The response must reproduce exactly every line of the material below holding the word "linecap".

Record set:
Start of Block
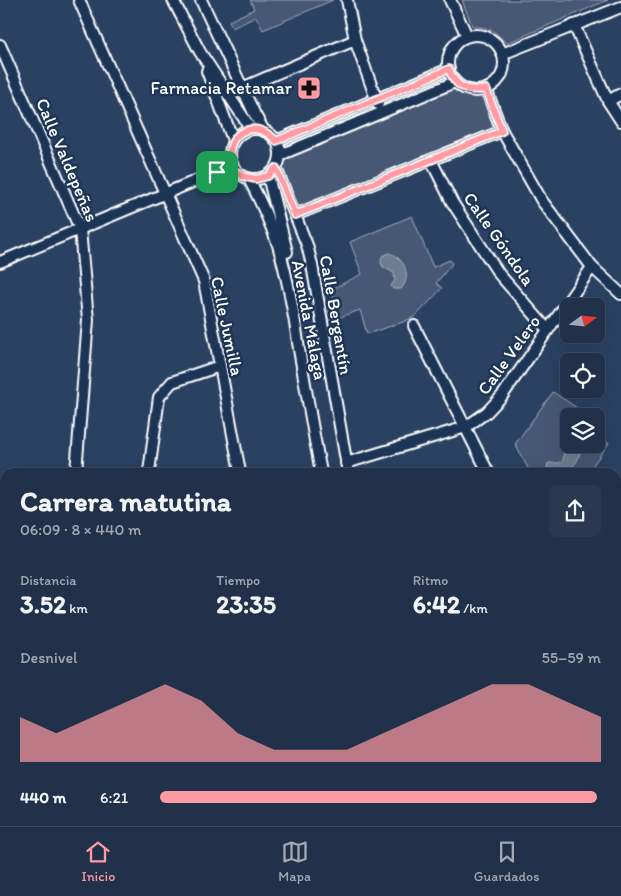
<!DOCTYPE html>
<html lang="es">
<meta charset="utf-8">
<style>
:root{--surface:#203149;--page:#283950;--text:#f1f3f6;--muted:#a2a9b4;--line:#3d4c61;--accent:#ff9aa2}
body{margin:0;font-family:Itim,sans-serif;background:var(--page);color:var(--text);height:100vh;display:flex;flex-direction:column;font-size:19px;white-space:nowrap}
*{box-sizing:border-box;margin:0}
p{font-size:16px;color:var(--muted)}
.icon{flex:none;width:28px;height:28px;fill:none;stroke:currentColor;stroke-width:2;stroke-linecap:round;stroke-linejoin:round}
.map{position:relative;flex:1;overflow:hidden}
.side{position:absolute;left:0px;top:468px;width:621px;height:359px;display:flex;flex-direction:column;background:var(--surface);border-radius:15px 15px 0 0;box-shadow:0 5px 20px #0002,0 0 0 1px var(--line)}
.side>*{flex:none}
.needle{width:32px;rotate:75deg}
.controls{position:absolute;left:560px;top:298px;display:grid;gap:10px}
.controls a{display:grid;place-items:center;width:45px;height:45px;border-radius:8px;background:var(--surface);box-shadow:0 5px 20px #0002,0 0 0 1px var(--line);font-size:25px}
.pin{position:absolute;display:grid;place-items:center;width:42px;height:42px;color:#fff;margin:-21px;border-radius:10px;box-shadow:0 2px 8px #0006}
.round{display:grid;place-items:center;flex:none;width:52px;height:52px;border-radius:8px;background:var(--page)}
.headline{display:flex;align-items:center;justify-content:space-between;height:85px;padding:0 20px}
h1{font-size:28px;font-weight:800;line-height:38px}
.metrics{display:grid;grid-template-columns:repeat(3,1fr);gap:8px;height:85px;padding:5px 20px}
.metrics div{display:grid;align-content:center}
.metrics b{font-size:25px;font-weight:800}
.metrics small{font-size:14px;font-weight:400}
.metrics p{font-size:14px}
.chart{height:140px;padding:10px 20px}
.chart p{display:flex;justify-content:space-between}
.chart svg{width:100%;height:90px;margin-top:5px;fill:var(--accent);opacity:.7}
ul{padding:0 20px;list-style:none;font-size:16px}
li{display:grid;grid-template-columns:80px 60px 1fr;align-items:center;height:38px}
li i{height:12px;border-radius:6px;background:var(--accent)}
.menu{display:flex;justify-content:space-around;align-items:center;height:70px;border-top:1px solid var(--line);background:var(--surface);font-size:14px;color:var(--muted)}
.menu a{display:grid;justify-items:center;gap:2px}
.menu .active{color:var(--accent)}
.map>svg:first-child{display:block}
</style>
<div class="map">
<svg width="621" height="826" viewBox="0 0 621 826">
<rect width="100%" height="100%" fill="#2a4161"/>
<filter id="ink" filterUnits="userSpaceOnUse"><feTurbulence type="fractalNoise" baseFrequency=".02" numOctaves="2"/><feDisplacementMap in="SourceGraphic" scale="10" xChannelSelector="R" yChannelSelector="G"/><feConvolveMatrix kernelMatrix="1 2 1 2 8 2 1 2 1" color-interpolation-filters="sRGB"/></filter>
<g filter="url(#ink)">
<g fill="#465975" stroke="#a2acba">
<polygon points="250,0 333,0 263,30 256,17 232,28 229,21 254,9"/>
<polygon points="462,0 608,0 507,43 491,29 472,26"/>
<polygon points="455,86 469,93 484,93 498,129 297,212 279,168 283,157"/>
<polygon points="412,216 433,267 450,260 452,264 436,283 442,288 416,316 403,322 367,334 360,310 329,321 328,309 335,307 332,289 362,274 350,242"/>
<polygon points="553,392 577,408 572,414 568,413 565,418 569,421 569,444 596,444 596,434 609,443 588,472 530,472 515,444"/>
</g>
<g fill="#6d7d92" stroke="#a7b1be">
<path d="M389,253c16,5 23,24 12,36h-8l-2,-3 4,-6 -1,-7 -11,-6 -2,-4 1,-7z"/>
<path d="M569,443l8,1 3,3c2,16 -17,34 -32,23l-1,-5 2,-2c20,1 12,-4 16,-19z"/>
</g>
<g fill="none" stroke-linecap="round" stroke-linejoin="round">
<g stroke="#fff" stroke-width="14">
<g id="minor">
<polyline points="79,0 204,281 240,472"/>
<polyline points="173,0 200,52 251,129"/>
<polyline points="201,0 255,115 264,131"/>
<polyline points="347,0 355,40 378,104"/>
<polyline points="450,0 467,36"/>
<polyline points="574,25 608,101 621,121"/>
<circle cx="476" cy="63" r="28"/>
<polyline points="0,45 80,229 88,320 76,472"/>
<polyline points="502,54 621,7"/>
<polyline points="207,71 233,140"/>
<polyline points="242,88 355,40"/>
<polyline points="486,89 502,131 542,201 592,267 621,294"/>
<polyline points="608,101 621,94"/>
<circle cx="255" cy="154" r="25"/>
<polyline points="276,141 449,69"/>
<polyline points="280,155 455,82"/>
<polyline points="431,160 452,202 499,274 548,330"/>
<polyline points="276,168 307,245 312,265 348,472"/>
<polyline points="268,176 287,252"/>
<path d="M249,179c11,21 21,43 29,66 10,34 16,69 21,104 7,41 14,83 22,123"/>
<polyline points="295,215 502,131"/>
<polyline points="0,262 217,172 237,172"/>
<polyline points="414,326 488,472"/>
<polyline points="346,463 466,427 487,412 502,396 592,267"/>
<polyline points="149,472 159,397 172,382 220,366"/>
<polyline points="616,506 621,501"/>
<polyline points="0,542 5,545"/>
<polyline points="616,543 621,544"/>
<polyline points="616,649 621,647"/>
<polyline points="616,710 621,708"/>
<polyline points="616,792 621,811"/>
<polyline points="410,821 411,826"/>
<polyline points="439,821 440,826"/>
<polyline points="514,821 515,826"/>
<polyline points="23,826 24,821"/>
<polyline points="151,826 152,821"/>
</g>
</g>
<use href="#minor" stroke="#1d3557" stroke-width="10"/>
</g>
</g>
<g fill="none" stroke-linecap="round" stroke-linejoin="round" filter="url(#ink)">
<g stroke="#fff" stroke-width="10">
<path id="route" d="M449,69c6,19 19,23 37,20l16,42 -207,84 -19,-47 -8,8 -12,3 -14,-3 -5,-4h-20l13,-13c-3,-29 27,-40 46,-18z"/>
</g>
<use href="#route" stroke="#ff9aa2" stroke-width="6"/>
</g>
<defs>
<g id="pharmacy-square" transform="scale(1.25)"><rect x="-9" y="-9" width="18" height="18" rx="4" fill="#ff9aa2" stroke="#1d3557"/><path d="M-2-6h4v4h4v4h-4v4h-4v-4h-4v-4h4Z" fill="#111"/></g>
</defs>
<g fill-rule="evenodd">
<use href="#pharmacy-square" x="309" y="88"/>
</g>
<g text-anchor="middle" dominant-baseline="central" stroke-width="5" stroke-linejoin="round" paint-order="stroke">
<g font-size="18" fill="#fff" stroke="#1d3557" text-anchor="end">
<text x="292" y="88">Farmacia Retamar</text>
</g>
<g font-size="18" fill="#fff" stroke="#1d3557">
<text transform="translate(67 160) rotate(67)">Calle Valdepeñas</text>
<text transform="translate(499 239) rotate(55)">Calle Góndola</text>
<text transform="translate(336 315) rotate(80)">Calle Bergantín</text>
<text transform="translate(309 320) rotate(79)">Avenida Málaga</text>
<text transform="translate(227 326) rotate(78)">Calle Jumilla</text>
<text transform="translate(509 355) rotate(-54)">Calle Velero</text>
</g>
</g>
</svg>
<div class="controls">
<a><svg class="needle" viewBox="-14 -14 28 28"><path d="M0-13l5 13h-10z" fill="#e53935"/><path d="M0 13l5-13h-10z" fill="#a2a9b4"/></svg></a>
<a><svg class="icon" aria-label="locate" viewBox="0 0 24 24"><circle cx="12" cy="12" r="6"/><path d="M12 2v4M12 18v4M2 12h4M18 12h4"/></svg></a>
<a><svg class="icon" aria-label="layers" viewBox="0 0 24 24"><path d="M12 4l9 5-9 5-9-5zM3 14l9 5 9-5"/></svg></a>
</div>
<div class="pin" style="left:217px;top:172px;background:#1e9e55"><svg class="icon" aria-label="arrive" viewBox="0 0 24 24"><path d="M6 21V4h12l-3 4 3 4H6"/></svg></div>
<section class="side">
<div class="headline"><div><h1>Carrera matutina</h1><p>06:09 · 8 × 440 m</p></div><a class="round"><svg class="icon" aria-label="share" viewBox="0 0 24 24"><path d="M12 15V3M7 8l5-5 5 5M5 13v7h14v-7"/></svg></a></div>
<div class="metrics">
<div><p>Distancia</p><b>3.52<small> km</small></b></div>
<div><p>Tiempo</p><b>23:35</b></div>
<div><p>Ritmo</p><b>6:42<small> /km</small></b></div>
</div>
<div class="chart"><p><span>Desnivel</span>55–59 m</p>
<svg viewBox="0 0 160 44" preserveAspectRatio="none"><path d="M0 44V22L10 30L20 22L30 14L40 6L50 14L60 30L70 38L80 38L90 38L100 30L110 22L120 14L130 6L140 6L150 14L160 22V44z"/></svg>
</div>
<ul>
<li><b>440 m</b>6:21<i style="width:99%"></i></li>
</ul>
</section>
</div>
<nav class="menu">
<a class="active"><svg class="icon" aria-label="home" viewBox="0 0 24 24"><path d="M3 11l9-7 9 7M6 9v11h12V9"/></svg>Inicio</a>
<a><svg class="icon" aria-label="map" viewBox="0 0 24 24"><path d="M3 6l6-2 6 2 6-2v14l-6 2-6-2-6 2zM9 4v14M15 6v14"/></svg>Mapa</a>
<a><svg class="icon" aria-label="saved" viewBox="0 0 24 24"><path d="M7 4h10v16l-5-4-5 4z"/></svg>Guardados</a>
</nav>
End of Block
The completed task:
.icon{flex:none;width:28px;height:28px;fill:none;stroke:currentColor;stroke-width:2;stroke-linecap:round;stroke-linejoin:round}
<g fill="none" stroke-linecap="round" stroke-linejoin="round">
<g fill="none" stroke-linecap="round" stroke-linejoin="round" filter="url(#ink)">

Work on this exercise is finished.